4. Dam ci przykład: miałeś iść drogą prowadzącą na skróty, ale ktoś zaproponował ci pójść lepszą drogą. Jakiś człowiek jednak, jakikolwiek opowiedział ci, że tą lepszą drogę obsiedli zbójcy. Ta droga, o której ci opowiedział, że obsiedli ją zbójcy, jest szeroka, łatwa, przyjemna, gościnna i miła. Lecz ten nieznajomy człowiek powiedział ci, że zbójcy ją niepokoją i tak obsiedli, że nie będziesz mógł nią przejść albo dasz radę to zrobić tylko z wielką trudnością i pośród niebezpieczeństw. Lecz jest i ta pierwsza droga: wąska i wymagająca wiele wysiłku, trudu i zmagania. Nie tylko nie znajdziesz na niej przyjemności, lecz prawie nie ma na niej zwykłych wygód. Czy twoje serce, chcąc cieszyć się tymi kilkoma dniami obecnego życia i mając na uwadze, że kiedyś się skończy, nie powie ci natychmiast: „Idźmy lepiej tą drogą. Nawet jeśli wymaga to wysiłku, znoszenia trudu i przeciwności, nawet jeśli wymęczy nas lub nasze ubranie, to jednak idźmy lepiej tą drogą”. Dlaczego jest lepiej? Bo bezpieczniej. Jednak ktoś chcąc poprowadzić cię tą drogą przyjemniejszą powie ci: „Tak szybko uwierzyłeś człowiekowi, który powiedział, że obsiedli ją zbójcy?”. Jeśli wiedziałbyś, że był to człowiek wiarygodny – może nawet go znałeś i nigdy cię nie okłamał – to co odpowiesz? „Niemożliwe, żeby ten człowiek mnie okłamał. Znam człowieka, poznałem go jako człowieka poważnego, jego doświadczenie wiele dla mnie znaczy: zawsze mówił mi prawdę, nigdy nie skłamał”. Lecz ty wiesz, że ten człowiek jest właśnie taki. Weźmy kogoś innego, kto go nie zna. Czy i takie człowiek nie powiedziałby: „Ja tego człowieka nie znam i nie wiem, czy jest prawdomówny. Możliwe, że mówi prawdę, możliwe, że kłamie. Jednak właśnie dlatego, że nie mam pewności, aby czasem nie okazało się prawdą to, co mówi, to czemu nie miałbym raczej znosić trudu nadłożenia drogi, niż zaryzykować drogi przyjemnej, która jest niebezpieczna?”.
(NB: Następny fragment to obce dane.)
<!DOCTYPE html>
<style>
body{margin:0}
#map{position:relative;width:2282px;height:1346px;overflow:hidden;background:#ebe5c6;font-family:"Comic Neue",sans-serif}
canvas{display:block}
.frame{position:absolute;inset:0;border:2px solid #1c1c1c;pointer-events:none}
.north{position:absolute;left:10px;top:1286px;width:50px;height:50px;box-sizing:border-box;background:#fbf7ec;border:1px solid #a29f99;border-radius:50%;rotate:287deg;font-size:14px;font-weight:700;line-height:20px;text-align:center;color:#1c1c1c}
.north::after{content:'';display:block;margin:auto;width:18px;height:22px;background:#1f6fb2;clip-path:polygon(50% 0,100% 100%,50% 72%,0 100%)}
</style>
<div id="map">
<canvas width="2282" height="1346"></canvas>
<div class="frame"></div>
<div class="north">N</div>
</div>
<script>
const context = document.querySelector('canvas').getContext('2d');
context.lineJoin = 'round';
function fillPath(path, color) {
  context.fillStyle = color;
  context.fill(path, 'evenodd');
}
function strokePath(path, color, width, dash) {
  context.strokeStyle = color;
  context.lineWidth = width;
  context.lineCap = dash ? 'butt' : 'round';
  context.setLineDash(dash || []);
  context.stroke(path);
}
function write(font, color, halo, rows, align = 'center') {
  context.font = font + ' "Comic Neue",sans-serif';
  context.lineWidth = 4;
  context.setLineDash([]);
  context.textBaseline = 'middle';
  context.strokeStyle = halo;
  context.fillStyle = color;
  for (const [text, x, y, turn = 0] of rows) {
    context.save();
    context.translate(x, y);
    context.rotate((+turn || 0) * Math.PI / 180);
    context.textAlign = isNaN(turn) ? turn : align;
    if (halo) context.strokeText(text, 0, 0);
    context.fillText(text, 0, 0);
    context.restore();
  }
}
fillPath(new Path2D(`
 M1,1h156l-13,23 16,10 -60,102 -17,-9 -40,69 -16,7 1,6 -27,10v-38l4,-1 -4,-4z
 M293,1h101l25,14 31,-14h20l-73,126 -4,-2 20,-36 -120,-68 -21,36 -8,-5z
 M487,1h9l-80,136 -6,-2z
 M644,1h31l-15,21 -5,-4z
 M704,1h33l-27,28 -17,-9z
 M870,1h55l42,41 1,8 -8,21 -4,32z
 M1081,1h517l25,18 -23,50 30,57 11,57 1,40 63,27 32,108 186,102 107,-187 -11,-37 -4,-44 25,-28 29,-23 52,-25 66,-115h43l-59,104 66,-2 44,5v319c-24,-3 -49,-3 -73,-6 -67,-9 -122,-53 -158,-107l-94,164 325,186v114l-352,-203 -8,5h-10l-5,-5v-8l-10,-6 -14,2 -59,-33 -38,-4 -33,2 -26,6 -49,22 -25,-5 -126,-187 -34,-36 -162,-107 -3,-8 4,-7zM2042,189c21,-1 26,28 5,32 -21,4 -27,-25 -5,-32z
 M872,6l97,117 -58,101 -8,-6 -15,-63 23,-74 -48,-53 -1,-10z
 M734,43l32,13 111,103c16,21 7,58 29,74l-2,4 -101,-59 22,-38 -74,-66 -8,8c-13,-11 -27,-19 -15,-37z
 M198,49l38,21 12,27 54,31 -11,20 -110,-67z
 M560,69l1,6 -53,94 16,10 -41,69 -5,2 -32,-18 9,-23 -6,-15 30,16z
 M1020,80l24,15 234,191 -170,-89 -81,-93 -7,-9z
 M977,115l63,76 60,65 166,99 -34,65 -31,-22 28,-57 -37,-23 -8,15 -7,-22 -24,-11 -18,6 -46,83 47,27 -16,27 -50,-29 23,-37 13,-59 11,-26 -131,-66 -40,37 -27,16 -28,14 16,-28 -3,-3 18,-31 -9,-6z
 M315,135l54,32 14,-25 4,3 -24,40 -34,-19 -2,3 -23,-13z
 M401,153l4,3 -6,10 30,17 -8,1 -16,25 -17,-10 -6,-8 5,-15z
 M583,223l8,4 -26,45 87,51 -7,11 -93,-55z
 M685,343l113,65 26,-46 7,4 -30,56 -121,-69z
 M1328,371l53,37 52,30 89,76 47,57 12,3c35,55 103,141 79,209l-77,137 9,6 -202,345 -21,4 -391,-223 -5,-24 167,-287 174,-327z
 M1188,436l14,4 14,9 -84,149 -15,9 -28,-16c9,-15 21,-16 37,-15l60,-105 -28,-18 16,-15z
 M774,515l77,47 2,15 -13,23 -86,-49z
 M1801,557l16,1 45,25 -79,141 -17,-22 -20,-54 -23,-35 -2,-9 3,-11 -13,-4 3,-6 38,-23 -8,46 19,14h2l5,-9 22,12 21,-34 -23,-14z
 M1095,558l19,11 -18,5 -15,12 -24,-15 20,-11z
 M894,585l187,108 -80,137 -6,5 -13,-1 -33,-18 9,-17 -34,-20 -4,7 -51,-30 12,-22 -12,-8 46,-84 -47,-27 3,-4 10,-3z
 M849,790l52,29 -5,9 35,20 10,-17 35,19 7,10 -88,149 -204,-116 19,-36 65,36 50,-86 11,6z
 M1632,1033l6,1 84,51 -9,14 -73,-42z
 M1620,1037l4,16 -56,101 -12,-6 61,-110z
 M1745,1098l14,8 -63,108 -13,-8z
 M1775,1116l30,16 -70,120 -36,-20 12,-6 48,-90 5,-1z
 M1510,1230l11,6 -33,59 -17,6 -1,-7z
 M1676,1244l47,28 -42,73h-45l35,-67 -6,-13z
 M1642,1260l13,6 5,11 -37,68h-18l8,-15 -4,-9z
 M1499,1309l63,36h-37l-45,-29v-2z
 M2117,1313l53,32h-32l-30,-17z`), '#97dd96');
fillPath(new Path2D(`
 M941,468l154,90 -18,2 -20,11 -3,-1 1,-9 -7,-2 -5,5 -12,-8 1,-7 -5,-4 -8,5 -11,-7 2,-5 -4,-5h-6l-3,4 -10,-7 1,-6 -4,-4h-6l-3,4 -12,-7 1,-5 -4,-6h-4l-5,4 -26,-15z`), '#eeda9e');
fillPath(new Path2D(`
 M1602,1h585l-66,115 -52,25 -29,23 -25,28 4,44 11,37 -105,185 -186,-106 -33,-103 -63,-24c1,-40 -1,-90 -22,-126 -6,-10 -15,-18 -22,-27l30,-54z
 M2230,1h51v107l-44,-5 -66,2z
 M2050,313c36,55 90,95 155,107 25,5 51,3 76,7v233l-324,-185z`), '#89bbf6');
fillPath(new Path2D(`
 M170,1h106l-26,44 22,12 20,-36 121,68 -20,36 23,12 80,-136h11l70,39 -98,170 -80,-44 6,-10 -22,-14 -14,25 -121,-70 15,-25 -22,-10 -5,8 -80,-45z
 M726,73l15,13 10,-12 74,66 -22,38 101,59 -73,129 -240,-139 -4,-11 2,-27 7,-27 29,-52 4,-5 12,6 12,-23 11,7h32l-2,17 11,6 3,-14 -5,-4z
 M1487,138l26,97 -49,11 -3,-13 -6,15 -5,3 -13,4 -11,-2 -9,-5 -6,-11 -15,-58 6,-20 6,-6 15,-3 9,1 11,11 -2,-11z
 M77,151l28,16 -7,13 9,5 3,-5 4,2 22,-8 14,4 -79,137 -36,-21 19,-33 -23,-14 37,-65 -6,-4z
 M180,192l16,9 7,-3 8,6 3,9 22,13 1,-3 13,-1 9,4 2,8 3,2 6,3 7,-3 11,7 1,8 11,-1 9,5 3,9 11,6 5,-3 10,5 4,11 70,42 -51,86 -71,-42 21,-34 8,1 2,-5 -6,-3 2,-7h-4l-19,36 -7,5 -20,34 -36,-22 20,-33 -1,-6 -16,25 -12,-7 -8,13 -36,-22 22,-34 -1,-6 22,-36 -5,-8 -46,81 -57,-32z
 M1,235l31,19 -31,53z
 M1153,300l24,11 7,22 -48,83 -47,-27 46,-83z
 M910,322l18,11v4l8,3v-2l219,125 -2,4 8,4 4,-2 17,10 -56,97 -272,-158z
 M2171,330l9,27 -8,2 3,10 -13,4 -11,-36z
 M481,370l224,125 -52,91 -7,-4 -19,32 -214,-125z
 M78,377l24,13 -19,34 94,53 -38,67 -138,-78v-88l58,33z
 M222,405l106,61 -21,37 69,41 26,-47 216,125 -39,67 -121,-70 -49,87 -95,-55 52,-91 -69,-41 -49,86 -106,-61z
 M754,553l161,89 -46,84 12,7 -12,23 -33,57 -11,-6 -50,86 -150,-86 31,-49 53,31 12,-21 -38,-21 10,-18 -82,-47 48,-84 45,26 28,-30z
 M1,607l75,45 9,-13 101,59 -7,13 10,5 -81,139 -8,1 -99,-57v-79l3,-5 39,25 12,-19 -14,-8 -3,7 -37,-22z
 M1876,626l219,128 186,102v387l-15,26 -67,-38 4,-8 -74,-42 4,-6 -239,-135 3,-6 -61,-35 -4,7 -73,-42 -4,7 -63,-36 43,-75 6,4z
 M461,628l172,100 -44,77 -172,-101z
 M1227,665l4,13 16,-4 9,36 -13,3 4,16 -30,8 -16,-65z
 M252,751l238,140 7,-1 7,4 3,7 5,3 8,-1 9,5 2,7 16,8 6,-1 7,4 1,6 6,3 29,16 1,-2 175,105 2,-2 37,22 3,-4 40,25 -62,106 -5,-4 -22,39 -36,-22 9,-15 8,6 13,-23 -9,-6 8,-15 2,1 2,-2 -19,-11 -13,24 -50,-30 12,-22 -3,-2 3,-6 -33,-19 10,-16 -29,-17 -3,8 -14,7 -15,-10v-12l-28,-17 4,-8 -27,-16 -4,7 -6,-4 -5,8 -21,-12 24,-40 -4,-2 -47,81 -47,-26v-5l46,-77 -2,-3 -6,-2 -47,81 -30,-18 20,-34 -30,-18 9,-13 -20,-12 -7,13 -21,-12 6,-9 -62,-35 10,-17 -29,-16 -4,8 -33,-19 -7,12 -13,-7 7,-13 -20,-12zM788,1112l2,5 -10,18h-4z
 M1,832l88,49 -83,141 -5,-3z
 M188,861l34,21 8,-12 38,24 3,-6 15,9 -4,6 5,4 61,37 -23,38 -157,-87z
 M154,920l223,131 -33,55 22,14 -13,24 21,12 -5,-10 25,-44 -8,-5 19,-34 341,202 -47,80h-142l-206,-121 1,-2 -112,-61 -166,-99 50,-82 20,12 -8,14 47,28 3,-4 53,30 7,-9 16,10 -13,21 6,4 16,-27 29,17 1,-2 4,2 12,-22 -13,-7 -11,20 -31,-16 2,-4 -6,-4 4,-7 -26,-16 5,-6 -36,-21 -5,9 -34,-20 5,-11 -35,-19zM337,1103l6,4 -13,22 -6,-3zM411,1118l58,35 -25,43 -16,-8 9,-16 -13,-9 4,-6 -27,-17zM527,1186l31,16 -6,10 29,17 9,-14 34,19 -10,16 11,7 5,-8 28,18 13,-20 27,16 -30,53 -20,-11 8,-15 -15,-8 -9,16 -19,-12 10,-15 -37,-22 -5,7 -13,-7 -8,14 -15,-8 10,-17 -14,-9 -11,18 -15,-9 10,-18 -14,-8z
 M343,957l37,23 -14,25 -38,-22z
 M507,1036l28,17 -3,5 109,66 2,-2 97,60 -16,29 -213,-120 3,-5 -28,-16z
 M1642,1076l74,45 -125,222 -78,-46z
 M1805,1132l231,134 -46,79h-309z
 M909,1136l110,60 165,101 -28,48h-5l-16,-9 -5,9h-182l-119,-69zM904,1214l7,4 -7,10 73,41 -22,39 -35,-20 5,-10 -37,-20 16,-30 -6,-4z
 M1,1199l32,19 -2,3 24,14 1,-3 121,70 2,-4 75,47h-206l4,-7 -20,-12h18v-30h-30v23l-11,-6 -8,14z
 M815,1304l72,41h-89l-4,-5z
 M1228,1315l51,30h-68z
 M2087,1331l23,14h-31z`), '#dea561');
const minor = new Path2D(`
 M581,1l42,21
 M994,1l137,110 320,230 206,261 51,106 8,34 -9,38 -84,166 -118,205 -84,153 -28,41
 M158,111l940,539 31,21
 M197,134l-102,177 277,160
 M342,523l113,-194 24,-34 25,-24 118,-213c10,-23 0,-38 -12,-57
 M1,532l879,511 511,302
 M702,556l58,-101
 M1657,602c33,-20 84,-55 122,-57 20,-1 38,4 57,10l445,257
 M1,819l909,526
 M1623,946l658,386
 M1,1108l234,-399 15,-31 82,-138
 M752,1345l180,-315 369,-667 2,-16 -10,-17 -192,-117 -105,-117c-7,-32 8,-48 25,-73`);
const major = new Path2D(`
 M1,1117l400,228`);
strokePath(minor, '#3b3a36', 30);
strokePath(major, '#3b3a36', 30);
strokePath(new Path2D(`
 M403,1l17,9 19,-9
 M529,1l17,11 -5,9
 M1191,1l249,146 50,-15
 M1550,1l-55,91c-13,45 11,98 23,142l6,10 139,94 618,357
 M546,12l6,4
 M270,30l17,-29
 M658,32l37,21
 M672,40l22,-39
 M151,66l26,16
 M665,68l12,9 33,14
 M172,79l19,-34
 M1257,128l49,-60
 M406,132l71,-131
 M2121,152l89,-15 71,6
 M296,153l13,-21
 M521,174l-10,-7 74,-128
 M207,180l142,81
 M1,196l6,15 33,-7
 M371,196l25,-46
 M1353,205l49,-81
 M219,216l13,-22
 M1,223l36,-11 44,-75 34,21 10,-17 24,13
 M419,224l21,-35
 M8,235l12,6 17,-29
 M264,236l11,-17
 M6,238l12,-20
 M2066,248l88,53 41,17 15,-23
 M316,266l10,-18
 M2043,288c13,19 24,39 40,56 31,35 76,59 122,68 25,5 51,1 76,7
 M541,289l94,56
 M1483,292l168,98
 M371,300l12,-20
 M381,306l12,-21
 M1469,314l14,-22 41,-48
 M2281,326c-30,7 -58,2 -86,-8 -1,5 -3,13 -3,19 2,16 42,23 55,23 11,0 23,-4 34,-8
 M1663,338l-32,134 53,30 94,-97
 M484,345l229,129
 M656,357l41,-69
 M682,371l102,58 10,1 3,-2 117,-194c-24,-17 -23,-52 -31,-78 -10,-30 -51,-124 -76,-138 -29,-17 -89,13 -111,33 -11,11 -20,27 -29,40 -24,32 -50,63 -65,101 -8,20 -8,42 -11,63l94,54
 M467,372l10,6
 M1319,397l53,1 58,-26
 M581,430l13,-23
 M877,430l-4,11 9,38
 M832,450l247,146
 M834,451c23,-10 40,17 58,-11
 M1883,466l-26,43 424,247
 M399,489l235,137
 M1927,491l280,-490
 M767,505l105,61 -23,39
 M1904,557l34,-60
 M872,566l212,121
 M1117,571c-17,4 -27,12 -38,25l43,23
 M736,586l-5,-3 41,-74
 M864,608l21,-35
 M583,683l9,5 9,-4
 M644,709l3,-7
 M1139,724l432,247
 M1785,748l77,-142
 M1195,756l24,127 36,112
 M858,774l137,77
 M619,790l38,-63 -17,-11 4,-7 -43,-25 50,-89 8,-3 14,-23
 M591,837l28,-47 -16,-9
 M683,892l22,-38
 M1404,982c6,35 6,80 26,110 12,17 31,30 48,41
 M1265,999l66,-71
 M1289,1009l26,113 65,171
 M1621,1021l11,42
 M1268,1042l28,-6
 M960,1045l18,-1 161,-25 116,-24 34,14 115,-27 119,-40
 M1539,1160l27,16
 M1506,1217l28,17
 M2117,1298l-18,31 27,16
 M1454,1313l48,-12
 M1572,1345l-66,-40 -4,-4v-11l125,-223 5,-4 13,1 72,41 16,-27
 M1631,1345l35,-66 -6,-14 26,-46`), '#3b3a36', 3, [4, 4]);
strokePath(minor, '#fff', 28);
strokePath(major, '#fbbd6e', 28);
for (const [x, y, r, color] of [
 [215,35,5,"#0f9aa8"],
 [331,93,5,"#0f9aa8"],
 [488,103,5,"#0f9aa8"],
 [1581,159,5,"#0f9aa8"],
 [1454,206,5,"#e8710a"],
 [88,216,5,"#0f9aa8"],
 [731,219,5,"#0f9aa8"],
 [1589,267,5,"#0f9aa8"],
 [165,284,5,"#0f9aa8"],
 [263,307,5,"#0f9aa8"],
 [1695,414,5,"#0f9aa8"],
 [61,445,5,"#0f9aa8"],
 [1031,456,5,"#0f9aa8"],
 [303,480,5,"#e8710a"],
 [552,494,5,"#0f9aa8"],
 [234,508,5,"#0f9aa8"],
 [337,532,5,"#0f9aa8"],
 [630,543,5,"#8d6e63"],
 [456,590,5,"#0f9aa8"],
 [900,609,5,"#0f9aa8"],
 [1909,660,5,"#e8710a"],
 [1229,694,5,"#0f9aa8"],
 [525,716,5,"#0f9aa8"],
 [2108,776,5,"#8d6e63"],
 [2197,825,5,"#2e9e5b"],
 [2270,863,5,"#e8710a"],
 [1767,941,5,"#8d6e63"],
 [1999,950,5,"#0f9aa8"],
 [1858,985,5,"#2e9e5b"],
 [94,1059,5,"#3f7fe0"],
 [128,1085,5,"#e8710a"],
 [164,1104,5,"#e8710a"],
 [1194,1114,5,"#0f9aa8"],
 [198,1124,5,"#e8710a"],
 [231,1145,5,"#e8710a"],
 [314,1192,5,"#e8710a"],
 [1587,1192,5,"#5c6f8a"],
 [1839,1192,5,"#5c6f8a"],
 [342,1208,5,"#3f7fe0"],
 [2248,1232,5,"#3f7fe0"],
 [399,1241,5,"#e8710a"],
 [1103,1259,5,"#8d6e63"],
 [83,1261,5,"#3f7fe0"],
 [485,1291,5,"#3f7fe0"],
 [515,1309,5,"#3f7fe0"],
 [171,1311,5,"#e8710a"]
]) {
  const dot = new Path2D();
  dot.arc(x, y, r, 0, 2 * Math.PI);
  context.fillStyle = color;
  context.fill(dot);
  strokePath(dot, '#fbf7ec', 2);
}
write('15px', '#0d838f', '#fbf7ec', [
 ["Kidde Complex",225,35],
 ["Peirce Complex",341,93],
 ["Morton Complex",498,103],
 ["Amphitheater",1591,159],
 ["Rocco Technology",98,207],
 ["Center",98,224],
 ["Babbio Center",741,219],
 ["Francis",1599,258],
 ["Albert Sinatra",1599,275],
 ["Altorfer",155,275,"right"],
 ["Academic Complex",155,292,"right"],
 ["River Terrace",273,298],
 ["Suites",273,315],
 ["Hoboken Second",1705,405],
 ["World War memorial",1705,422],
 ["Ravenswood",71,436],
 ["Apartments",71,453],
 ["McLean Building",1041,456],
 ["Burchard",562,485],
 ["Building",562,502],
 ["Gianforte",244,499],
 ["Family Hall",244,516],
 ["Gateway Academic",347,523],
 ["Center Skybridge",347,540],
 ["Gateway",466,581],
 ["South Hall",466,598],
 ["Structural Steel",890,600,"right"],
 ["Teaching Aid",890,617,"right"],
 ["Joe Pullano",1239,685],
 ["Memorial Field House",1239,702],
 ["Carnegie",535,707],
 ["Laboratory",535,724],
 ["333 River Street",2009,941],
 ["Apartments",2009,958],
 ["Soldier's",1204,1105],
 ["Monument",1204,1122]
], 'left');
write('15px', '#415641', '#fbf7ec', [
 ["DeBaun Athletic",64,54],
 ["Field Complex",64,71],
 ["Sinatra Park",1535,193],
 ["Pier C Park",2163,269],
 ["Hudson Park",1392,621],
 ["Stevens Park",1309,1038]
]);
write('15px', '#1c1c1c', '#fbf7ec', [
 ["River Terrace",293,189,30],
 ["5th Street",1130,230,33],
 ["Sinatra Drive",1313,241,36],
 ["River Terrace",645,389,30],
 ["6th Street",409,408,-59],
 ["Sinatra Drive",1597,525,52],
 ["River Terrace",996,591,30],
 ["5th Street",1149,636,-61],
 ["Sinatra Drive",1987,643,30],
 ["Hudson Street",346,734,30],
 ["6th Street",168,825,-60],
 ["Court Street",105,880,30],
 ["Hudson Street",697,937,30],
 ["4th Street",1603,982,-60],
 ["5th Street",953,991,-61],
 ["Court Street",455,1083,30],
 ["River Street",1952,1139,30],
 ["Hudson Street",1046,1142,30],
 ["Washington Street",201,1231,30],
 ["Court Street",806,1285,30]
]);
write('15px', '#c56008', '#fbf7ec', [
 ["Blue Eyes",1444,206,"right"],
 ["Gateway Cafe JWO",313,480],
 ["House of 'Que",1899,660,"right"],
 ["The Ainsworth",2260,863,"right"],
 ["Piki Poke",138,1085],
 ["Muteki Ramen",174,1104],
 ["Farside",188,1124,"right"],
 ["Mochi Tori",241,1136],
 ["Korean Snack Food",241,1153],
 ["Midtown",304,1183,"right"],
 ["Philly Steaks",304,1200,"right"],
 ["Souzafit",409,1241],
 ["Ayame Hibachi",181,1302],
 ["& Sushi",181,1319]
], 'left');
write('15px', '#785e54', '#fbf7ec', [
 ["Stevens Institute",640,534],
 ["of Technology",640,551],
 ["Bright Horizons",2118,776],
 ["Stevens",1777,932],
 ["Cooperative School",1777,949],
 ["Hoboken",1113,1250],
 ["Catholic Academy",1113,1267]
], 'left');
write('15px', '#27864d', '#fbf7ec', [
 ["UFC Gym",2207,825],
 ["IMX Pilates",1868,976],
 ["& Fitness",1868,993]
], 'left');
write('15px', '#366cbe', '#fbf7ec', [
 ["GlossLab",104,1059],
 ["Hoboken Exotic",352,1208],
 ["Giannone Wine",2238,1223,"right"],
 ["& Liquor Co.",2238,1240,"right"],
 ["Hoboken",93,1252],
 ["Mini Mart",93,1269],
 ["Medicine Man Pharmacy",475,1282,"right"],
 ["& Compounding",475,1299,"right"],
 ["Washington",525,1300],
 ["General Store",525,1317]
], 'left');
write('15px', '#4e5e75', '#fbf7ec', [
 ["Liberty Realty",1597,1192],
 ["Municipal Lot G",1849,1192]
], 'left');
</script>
5. Bracia moi, jesteśmy chrześcijanami, wszyscy chcemy odbyć drogę. A nawet jeśli nie chcemy, jesteśmy w drodze: nikomu nie pozwolono tutaj zostać, wszystkich przychodzących na ten świat pogania ku przemijaniu zmienność czasu. Nie ma miejsca na gnuśność: krocz, żebyś nie był pociągany siłą. Gdy szliśmy drogą i dotarliśmy do tego rozdroża, wyszedł nam naprzeciw pewien człowiek – nie człowiek, ale Bóg, który ze względu na ludzi stał się człowiekiem – i powiedział nam: „Nie idźcie tą drogą. Ten trakt wydaje się prosty, łatwy i wygodny, jest uczęszczany przez wielu i szeroki, ale kresem tej drogi jest śmierć. Ponieważ nie wolno wam i nie jest dla was dobre zatrzymać się i zamieszkać tutaj, ponieważ musicie iść dalej, idźcie tamtą drogą: przez wiele trudności będziecie musieli przejść, ale szybko skończą się trudności i dotrzecie do wielkiej, ogromnej radości i unikniecie tych zasadzek, których nie jest w stanie uniknąć nikt, kto chce iść dalej tą drogą”. To właśnie On powiedział. Myślę, że jest nam znany, jeśli jest w nas wiara. Chyba że wypadałoby jeszcze wyjaśnić wiarę w Niego? Zbierzmy razem dawne wydarzenia i stare Pisma. Czy ten człowiek nie jest Słowem Boga? Czy nie jest tak, że samo „Słowo stało się ciałem i zamieszkało między nami”? Zanim zaś stało się ciałem i zamieszkało między nami, czy nie Ono mówiło przez Patriarchów i Proroków? Zobaczcie, co zapowiadali rodzajowi ludzkiemu.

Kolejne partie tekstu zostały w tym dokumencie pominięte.